Software RAID error

List overview All Threads
Download

newer

older

Compaq Proliant servers going free

Re: [ALUG] how to block new...

Mark Rogers

28 May 2013 28 May '13

9:04 a.m.

I'm having problems understanding what is happening on my RAID array.

$ cat /proc/mdstat Personalities : [linear] [multipath] [raid0] [raid1] [raid6] [raid5] [raid4] [raid10] md0 : active raid1 sda1[0] sdb1[1](F) 976629568 blocks super 1.2 [2/1] [U_]

To me, that suggests that sdb has failed, however, syslog contains lots of errors on sda but no mention of sdb.

Amongst the things I've learned this morning, is the fact that I'm not getting any notifications; this only came to light because a VM that is hosted on this RAID array has lost the ability to write to one of its virtual disks (but not all of them).

Should I conclude that both disks have failed? What is the best route to recovery here? Ie which disk do I swap out first with a new disk? Logically swapping out sda is the only thing that makes sense to me but advice welcomed.

smartctl reports that neither disk had SMART enabled, which is odd because I thought they had, so there's no information there. I have enabled it this morning but don't want to try doing self-tests at this stage unless someone more knowledgeable than me says I should.

Mark

-- Mark Rogers // More Solutions Ltd (Peterborough Office) // 0844 251 1450 Registered in England (0456 0902) @ 13 Clarke Rd, Milton Keynes, MK1 1LG

Show replies by date

steve-ALUG＠hst.me.uk

28 May 28 May

10:48 a.m.

On 28/05/13 09:04, Mark Rogers wrote:

...

I'm having problems understanding what is happening on my RAID array.

$ cat /proc/mdstat Personalities : [linear] [multipath] [raid0] [raid1] [raid6] [raid5] [raid4] [raid10] md0 : active raid1 sda1[0] sdb1[1](F) 976629568 blocks super 1.2 [2/1] [U_]

To me, that suggests that sdb has failed,

That's the way I would interpret it too. mdadm says sdb1 has failed, so it's not using it. I googled, and found http://ubuntuforums.org/showthread.php?t=1677577 which lead me to http://unthought.net/Software-RAID.HOWTO/Software-RAID.HOWTO-6.html#ss6.2 and http://tldp.org/FAQ/Linux-RAID-FAQ/x37.html#failrecover

...

however, syslog contains lots of errors on sda but no mention of sdb.

Perhaps it's not using it any more, so it doesn't show up.

[SNIP]

...

Should I conclude that both disks have failed?

If you're getting error messages for sda then there may well be a fault. sdb may well be faulty too, as it's marked as faulty.

...

What is the best route to recovery here?

Before doing anything else, BACK EVERYTHING UP. Check everything backed up, and check that you can read the backup.

...

Ie which disk do I swap out first with a new disk? Logically swapping out sda is the only thing that makes sense to me but advice welcomed.
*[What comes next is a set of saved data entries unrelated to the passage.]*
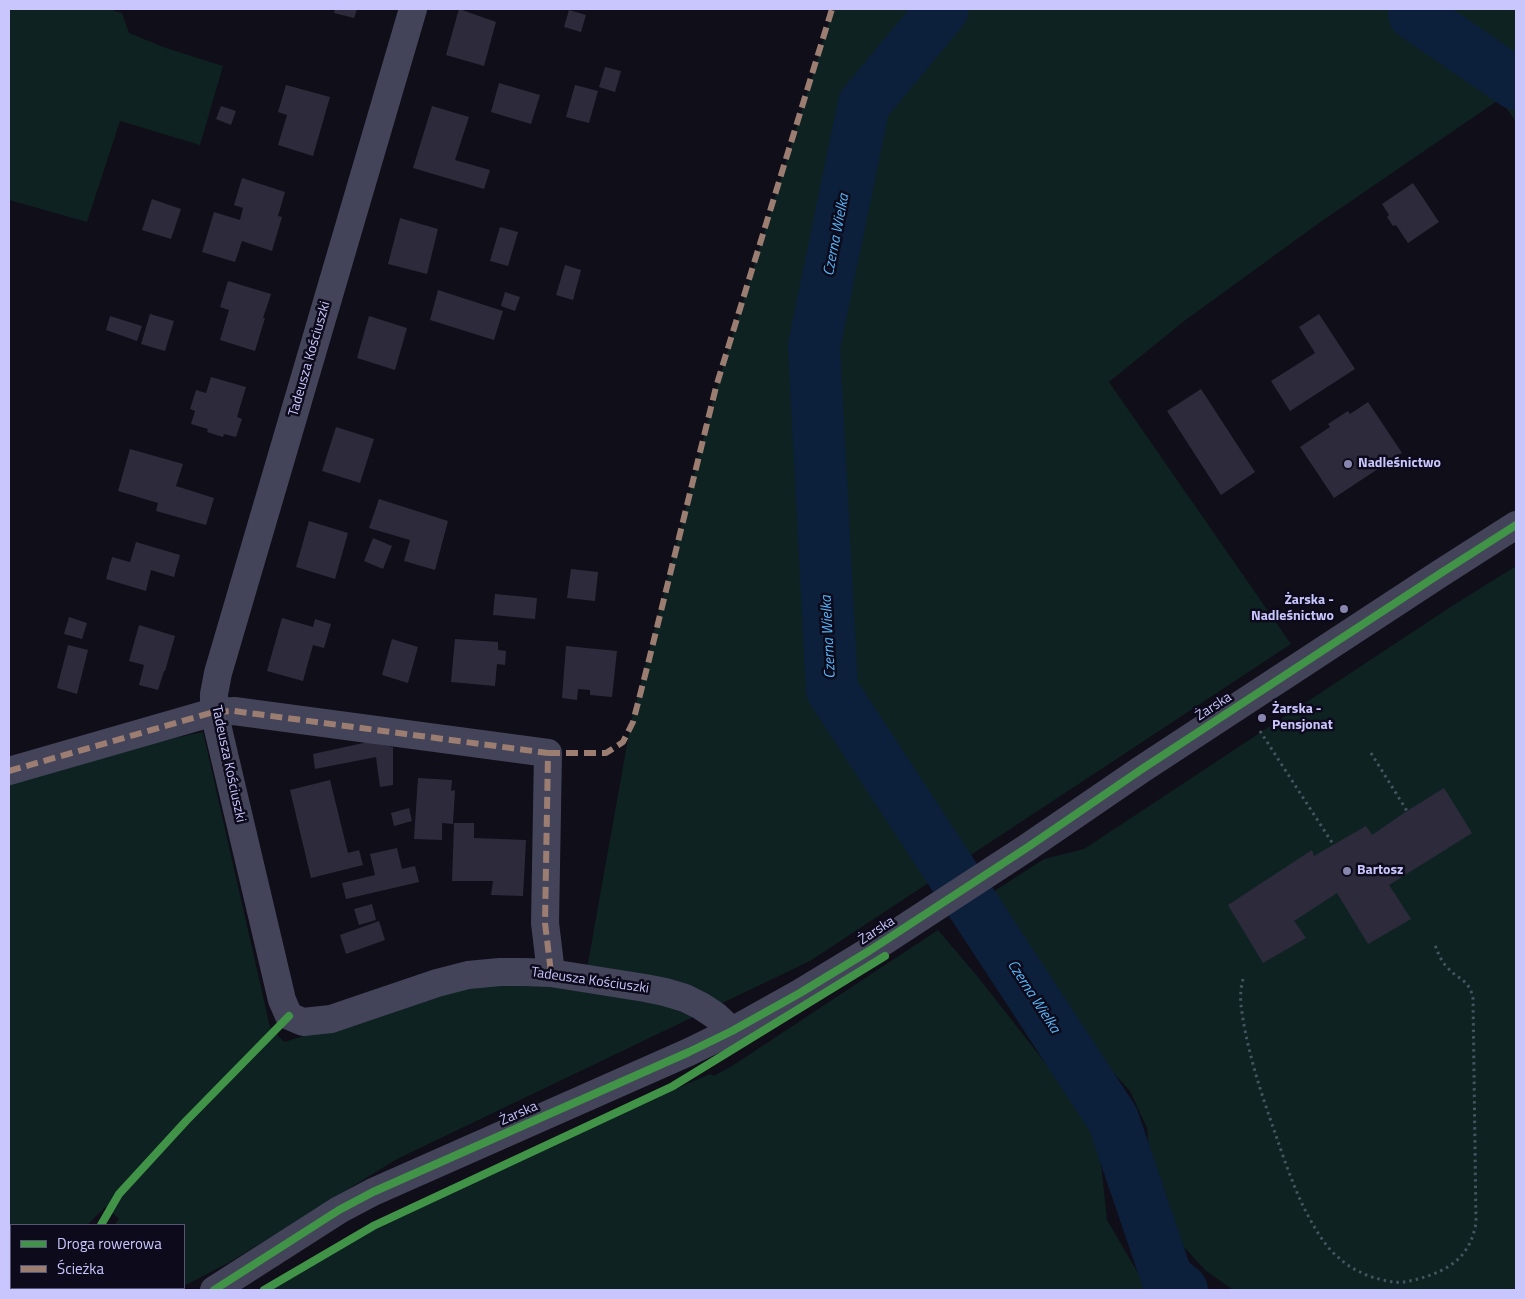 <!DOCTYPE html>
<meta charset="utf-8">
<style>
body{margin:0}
#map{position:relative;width:1525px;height:1299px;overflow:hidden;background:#100e18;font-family:"Titillium Web",sans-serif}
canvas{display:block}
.frame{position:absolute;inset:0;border:10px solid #c9c6fe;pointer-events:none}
.legend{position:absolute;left:10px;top:1224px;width:175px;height:65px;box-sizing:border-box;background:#0d0b1b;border:1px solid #585676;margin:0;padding:6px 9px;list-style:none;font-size:15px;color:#c9c6fe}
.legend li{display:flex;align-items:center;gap:10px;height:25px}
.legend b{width:25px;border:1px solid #585676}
</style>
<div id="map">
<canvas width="1525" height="1299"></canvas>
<div class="frame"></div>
<ul class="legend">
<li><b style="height:6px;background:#419447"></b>Droga rowerowa</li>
<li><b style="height:6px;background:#9b7d72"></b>Ścieżka</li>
</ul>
</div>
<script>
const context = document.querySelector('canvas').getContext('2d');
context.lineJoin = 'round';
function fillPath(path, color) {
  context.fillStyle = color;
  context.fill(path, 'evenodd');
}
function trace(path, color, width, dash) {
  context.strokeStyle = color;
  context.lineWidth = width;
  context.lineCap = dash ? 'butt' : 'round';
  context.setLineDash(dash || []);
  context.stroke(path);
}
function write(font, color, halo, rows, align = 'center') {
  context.font = font + ' "Titillium Web",sans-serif';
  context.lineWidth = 5;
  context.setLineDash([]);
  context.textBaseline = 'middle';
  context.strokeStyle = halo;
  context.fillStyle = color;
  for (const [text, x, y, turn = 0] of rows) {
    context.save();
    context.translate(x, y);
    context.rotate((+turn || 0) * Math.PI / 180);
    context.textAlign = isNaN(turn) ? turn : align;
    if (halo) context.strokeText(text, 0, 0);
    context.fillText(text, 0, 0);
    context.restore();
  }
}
const green = new Path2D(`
 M 9,9 L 114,9 L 114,11 L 122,13 L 129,33 L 166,48 L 223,66 L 200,145 L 120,121 L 87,222 L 9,200 Z
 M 833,9 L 1516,9 L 1516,122 L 1500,99 L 1319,223 L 1183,322 L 1109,382 L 1291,644 L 810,961 L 397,1159 L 230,1262 L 184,1286 L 184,1225 L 114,1225 L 119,1219 L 105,1207 L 87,1225 L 11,1225 L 11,1241 L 9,1239 L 9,783 L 115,751 L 203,732 L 270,1027 L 284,1042 L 443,993 L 501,984 L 586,974 L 631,722 L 716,389 Z
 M 1516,566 L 1516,1017 L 1515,1046 L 1516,1290 L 1233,1290 L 1205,1270 L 1174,1236 L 1152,1185 L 1147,1128 L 1130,1091 L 1092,1049 L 1042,974 L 985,897 L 1044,859 L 1084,849 L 1452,606 Z
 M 938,930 L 978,977 L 1101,1134 L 1100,1153 L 1107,1220 L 1148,1290 L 265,1290 L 334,1245 L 405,1207 L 710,1074 L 714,1076 L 732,1066 Z
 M 9,1257 L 11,1258 L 11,1288 L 90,1288 L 90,1290 L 9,1290 Z`);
const river = new Path2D(`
 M 943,9 L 864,104 L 814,346 L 832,690 L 1113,1119 L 1167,1278 L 1182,1290
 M 1416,9 L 1414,14 L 1516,84`);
const building = new Path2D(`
 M 335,9 L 357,9 L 354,18 L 334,13 Z
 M 459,9 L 496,22 L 484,66 L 446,55 Z
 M 569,10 L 586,15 L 581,32 L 564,27 Z
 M 605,67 L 621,71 L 615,92 L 599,87 Z
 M 499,83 L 540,95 L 531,124 L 491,112 Z
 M 286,85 L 330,97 L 313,156 L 278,145 L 287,115 L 278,112 Z
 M 575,85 L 598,91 L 589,123 L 566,117 Z
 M 221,106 L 236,111 L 231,125 L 216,119 Z
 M 432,106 L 469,117 L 455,160 L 490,170 L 484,189 L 413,168 Z
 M 242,178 L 285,192 L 278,216 L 282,217 L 272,251 L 242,241 L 235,262 L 202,252 L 214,212 L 240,220 L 243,208 L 234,205 Z
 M 1413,183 L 1439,222 L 1408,243 L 1396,225 L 1393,226 L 1387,217 L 1389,215 L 1382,204 Z
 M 152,199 L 181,209 L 171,239 L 142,230 Z
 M 400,218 L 438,229 L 427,274 L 388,264 Z
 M 500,227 L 518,232 L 508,266 L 490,261 Z
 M 565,265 L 581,270 L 573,300 L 556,295 Z
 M 228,281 L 271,294 L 263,318 L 265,318 L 255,351 L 220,340 L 229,310 L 220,307 Z
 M 438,290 L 503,311 L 494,340 L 430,320 Z
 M 505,292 L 520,297 L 515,311 L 501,306 Z
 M 150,314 L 174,321 L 165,351 L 141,344 Z
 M 1319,314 L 1355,369 L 1290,411 L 1271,381 L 1315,353 L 1299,327 Z
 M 110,316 L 142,326 L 137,341 L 106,330 Z
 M 369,316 L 407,328 L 395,370 L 357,358 Z
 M 211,377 L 246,387 L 237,417 L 242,419 L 236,437 L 224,434 L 223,437 L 207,432 L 208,429 L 191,424 L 195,411 L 190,409 L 196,390 L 206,393 Z
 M 1201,389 L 1255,472 L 1221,495 L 1167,411 Z
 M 1368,402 L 1402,453 L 1334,498 L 1300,447 L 1330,427 L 1328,424 L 1348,411 L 1350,414 Z
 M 336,427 L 374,439 L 360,483 L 322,471 Z
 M 130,449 L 183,464 L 176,486 L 214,498 L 206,525 L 156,511 L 158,503 L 118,491 Z
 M 379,499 L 448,521 L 435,570 L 404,561 L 410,540 L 369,528 Z
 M 309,521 L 348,533 L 335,579 L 296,567 Z
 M 373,538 L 392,546 L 383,569 L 364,561 Z
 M 136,542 L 180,555 L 174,577 L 151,570 L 146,591 L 106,579 L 112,557 L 130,562 Z
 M 571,569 L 598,572 L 595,601 L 567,598 Z
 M 495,594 L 537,598 L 535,619 L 493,615 Z
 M 69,617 L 87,623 L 82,639 L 64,634 Z
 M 282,618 L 313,627 L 315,619 L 331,624 L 324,648 L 313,645 L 303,681 L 267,671 Z
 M 139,625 L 175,636 L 165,671 L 164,671 L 158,690 L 139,685 L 144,665 L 129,661 Z
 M 392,639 L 418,647 L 408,683 L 382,675 Z
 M 455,639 L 498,642 L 498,650 L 506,651 L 505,665 L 497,664 L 495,686 L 451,682 Z
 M 68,645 L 88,650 L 77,694 L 57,688 Z
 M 566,646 L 617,651 L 612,697 L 590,695 L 590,690 L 578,689 L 577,700 L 562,698 Z
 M 368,742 L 393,747 L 393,785 L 380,787 L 376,757 L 315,769 L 313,754 Z
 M 418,778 L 452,780 L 451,791 L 455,790 L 453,824 L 442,823 L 442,840 L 414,839 Z
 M 330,780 L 348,853 L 359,850 L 363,865 L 311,878 L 290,790 Z
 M 1444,788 L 1472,833 L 1389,885 L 1411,919 L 1368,944 L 1337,893 L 1294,921 L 1306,938 L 1263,963 L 1228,905 L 1312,850 L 1314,856 L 1366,826 L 1372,835 L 1407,811 Z
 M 409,808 L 412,821 L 394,826 L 391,813 Z
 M 454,823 L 474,823 L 474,838 L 526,840 L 523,896 L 491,895 L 493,881 L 452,881 Z
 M 397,848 L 402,869 L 415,866 L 419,882 L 346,899 L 342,883 L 375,875 L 370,854 Z
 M 372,904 L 376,920 L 359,925 L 354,909 Z
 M 379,921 L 385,940 L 346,954 L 340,935 Z`);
const path = new Path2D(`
 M 1260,731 L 1333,844
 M 1371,753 L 1407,811
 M 1243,979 C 1241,987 1240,996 1241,1005 C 1246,1047 1260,1090 1274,1130 C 1283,1156 1292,1183 1304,1208 C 1313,1225 1324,1246 1339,1258 C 1353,1271 1375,1280 1394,1282 C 1406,1283 1419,1279 1431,1275 C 1457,1265 1471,1251 1476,1223 L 1473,998 C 1469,979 1458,980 1447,967 C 1441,961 1438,953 1435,945`);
const minor = new Path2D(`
 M 413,9 L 218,673 L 214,694 L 214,712 L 282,1000 L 289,1016 L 303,1022 L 331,1019 L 437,983 L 468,975 L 500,972 L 525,972 L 551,973 L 645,988 L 665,992 L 685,998 L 701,1006 L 716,1016 L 732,1031
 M 9,771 L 214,712 L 234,711 L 548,753 L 545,923 L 551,973
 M 214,1290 L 339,1210 L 373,1192 L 689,1052 L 732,1031 L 800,993 L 869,951 L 1028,847 L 1142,769 L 1441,573 L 1516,525`);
const quiet = new Path2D(`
 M 548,753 L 606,753 L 623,742 L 633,722 L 648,664 L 716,387 L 832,9
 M 9,771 L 214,712 L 234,711 L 548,753 L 545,923 L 551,973
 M 9,1247 L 11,1248
 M 101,1288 L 101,1290`);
const cycleway = new Path2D(`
 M 101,1225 L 119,1194 L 186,1121 L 289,1016
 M 214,1290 L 339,1210 L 373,1192 L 689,1052 L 732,1031 L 800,993 L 869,951 L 1028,847 L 1142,769 L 1441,573 L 1516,525
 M 264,1290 L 375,1225 L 673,1086 L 885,956`);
const markers = [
 [1348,464,5,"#8886ae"],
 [1344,609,5,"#8886ae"],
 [1262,718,5,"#8886ae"],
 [1347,871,5,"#8886ae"]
];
const streetNames = [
 ["Tadeusza Kościuszki",310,359,-74],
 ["Żarska",1214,707,-33],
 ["Tadeusza Kościuszki",228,764,78],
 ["Żarska",877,931,-33],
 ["Tadeusza Kościuszki",590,981,8],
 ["Żarska",519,1114,-24]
];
const poiNames = [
 ["Nadleśnictwo",1358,464],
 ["Żarska -",1334,601,"right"],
 ["Nadleśnictwo",1334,617,"right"],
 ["Żarska -",1272,710],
 ["Pensjonat",1272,726],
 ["Bartosz",1357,871]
];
const waterNames = [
 ["Czerna Wielka",837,235,-79],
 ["Czerna Wielka",829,637,-93],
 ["Czerna Wielka",1033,997,57]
];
fillPath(green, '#0e2222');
trace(river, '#0c203b', 52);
fillPath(building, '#2d2b3b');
trace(path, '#45545f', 3, [2.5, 4]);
trace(minor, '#434459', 28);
trace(quiet, '#9b7d72', 6, [12, 6]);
trace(cycleway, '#419447', 8);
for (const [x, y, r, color] of markers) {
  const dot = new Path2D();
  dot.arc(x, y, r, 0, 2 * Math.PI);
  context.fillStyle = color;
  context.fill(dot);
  trace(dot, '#0d0b1b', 2);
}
write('14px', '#c9c6fe', '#0d0b1b', streetNames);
write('bold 14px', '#c9c6fe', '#0d0b1b', poiNames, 'left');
write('italic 15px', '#55b9fd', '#0d0b1b', waterNames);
</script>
NO!!!!!! if sdb is marked as failed, mdadm won't be using it. The only drive with data on will be sda. If you swap it out, you'll have nothing left.

TBC

Steve

steve-ALUG＠hst.me.uk

11:14 a.m.

On 28/05/13 09:04, Mark Rogers wrote: [SNIP]

...

smartctl reports that neither disk had SMART enabled, which is odd because I thought they had, so there's no information there. I have enabled it this morning but don't want to try doing self-tests at this stage unless someone more knowledgeable than me says I should.

If you have a working backup, then I don't know that non-destructive smart tests would be a problem. I suppose it also makes a difference what sort of errors appear in the log - does it sound like a catastrophic drive hardware failure, or something that fsck could fix?

NB, Read to the end before doing anything!

I had some problems with S/W RAID. I have ubuntu, and I used the program called Disk Utility (that's the menu entry for it - I don't know what the actual name is). I clicked on the array, and checked and repair the array. I then re-added the faulty disk to the array, then re-checked the whole array.

Once that check had finished, the whole thing seemed to work for a bit, but then errors started recurring, so I decided to swap out both drives.

There are at least 2 ways to do this: If your hardware can cope with 4 drives plugged in at the same time, you could do this: Format and partition the new drives so that they are at least the same size as the partitions on the current partitions. Also ensure that the partitions are marked as active and bootable if the original ones are marked like this.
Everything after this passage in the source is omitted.